[Stored data]
··········

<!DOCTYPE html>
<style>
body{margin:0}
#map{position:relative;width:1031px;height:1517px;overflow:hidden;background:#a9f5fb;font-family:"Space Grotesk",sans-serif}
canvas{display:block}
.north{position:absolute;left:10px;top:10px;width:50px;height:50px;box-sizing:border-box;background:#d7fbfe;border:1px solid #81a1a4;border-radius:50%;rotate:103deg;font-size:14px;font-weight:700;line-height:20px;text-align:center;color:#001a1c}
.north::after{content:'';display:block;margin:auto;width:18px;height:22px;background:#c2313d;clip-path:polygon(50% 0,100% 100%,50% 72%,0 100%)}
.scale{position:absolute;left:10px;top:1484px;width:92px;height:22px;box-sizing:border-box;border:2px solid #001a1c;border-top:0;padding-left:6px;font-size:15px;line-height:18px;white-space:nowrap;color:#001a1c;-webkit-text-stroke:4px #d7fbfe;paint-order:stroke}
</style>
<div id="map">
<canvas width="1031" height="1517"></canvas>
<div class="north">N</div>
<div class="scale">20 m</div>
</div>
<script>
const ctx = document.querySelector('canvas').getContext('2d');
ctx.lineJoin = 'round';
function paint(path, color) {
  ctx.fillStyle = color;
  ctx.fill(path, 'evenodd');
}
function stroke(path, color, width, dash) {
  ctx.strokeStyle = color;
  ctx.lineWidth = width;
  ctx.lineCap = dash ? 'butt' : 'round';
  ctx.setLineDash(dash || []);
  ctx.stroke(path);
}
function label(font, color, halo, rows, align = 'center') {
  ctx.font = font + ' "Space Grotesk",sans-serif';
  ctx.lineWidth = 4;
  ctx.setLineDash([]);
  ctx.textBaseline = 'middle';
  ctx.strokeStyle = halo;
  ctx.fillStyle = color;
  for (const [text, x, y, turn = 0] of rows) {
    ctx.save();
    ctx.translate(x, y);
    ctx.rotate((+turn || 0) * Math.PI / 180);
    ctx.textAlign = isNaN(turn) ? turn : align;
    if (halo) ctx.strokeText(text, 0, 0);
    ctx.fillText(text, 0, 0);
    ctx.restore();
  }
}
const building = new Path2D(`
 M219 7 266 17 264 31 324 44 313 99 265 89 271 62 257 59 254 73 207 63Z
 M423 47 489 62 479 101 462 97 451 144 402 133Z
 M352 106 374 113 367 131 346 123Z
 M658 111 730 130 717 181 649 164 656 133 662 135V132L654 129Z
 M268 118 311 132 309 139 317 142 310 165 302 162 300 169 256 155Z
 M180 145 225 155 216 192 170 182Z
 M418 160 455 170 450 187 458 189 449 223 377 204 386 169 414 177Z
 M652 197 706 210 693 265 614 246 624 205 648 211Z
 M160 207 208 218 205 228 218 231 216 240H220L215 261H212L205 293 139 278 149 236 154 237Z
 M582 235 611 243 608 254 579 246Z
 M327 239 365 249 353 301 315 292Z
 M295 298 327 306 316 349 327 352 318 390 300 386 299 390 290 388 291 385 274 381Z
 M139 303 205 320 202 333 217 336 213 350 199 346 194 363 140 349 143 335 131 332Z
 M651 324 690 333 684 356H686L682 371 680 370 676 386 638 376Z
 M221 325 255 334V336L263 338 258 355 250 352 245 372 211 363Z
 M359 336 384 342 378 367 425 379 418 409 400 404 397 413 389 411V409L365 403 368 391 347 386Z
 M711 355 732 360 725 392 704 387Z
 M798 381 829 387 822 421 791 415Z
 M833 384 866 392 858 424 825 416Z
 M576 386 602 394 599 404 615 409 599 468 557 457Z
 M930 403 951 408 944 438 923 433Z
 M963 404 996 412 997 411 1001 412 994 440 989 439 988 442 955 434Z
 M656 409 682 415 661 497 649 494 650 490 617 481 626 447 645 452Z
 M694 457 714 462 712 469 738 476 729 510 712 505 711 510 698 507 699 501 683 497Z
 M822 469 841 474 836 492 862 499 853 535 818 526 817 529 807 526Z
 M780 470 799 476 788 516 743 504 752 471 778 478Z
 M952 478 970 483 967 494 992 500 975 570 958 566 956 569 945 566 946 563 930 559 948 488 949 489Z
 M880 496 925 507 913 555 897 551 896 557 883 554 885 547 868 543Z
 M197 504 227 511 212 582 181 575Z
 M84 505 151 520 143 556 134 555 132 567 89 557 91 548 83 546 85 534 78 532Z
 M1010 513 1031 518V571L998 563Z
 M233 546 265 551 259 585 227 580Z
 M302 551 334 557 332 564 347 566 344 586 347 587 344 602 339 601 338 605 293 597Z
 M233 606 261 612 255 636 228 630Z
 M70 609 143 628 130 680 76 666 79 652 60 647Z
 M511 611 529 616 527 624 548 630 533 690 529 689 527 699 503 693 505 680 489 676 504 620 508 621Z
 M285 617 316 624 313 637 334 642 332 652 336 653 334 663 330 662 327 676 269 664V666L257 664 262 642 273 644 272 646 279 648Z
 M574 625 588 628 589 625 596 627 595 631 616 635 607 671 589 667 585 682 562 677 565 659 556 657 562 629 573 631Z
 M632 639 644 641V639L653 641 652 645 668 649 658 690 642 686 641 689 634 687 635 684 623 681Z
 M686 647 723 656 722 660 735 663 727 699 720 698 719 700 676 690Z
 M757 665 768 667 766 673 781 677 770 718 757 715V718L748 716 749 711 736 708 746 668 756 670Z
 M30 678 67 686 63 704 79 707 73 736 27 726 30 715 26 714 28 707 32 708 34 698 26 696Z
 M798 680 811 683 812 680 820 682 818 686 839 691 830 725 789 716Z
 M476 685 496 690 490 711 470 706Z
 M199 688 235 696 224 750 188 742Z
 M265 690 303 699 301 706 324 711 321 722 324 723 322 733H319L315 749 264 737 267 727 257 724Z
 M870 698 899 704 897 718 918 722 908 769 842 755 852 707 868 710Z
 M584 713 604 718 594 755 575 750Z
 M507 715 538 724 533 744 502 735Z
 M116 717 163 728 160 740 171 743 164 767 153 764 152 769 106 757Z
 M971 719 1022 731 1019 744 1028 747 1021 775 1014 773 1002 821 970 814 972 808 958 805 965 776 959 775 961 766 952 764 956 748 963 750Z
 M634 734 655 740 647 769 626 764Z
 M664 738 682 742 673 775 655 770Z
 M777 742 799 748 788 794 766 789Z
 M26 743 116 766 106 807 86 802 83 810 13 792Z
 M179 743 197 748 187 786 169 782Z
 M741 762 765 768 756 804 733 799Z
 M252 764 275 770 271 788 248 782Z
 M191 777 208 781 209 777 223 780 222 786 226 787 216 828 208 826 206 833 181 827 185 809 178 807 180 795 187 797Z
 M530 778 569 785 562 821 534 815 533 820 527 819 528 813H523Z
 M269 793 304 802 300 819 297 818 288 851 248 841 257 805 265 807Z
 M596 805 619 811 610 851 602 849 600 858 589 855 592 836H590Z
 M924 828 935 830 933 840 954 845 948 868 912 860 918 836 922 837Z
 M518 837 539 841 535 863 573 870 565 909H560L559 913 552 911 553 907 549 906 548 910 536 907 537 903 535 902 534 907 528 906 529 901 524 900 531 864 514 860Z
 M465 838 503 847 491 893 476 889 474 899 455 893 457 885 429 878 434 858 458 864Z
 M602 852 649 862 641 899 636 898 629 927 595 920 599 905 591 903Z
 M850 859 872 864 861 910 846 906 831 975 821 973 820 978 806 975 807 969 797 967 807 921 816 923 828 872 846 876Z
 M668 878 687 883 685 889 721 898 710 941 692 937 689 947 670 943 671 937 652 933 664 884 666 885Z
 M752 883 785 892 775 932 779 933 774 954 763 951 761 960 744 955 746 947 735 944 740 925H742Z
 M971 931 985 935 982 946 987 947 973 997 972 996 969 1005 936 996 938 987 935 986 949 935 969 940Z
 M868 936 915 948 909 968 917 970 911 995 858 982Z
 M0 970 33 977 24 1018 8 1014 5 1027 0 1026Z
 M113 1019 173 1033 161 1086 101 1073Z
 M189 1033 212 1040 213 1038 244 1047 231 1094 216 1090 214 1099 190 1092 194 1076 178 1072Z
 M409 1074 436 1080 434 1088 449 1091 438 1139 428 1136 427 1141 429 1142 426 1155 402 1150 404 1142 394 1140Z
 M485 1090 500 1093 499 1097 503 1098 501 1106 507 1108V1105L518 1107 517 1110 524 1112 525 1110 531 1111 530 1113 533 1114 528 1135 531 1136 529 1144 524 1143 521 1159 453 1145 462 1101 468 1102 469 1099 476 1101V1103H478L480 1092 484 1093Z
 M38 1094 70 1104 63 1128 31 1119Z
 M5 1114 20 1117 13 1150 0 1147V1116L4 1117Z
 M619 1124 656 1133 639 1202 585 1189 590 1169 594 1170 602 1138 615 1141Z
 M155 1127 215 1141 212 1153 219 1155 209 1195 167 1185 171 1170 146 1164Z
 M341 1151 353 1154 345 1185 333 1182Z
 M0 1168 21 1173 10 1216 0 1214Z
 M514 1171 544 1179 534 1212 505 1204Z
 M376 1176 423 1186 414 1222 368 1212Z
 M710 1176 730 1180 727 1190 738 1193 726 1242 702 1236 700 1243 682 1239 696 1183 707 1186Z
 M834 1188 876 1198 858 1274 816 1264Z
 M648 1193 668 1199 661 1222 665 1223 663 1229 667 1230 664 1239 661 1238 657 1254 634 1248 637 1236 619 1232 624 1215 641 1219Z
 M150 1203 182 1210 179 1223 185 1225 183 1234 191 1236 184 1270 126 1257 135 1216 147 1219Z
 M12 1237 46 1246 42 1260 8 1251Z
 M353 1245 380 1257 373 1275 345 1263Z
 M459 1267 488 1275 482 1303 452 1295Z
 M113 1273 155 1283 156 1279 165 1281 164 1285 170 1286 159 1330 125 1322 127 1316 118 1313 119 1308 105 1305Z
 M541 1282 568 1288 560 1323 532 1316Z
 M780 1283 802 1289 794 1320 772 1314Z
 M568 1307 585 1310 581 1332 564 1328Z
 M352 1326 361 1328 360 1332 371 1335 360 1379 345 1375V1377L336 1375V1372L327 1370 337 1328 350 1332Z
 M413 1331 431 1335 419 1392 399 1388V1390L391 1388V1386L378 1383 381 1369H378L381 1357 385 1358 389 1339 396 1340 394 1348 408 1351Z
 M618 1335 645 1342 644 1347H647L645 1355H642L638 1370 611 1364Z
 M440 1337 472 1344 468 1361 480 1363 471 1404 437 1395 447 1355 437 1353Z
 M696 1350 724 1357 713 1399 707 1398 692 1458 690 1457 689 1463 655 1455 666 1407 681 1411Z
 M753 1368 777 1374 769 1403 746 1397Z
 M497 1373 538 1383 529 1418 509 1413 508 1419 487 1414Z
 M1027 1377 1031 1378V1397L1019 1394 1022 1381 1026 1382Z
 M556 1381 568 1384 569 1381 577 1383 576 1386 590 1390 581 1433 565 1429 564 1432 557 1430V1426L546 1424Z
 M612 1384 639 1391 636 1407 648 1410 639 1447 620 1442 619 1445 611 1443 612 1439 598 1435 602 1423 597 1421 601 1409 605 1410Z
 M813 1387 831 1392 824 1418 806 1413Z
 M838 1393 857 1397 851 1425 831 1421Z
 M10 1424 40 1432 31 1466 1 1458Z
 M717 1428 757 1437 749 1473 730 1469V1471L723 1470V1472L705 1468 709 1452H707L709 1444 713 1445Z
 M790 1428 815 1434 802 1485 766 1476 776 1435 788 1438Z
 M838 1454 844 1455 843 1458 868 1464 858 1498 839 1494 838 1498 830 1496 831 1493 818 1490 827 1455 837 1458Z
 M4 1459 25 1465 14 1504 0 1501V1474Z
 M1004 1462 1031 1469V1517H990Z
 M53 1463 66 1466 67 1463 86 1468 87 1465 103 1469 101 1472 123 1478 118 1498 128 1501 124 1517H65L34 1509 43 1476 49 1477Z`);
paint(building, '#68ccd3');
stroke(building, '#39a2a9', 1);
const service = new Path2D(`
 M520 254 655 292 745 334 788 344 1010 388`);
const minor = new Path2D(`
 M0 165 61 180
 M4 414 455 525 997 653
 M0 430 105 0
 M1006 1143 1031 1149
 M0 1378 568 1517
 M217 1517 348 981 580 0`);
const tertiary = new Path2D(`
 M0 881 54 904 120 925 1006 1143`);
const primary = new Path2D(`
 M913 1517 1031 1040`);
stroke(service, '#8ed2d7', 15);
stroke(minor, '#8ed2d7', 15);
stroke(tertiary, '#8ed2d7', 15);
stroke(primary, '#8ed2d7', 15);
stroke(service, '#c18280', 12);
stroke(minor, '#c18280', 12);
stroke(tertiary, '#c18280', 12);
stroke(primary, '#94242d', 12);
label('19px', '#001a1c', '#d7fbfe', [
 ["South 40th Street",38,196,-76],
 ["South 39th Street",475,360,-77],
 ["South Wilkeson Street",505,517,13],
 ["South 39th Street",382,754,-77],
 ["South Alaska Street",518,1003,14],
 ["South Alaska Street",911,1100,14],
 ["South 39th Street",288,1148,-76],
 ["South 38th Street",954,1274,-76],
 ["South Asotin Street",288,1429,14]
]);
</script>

··········

Task instructions: In the records above, count the lines holding the word "canvas"; give only that number.

Answer to this problem: 3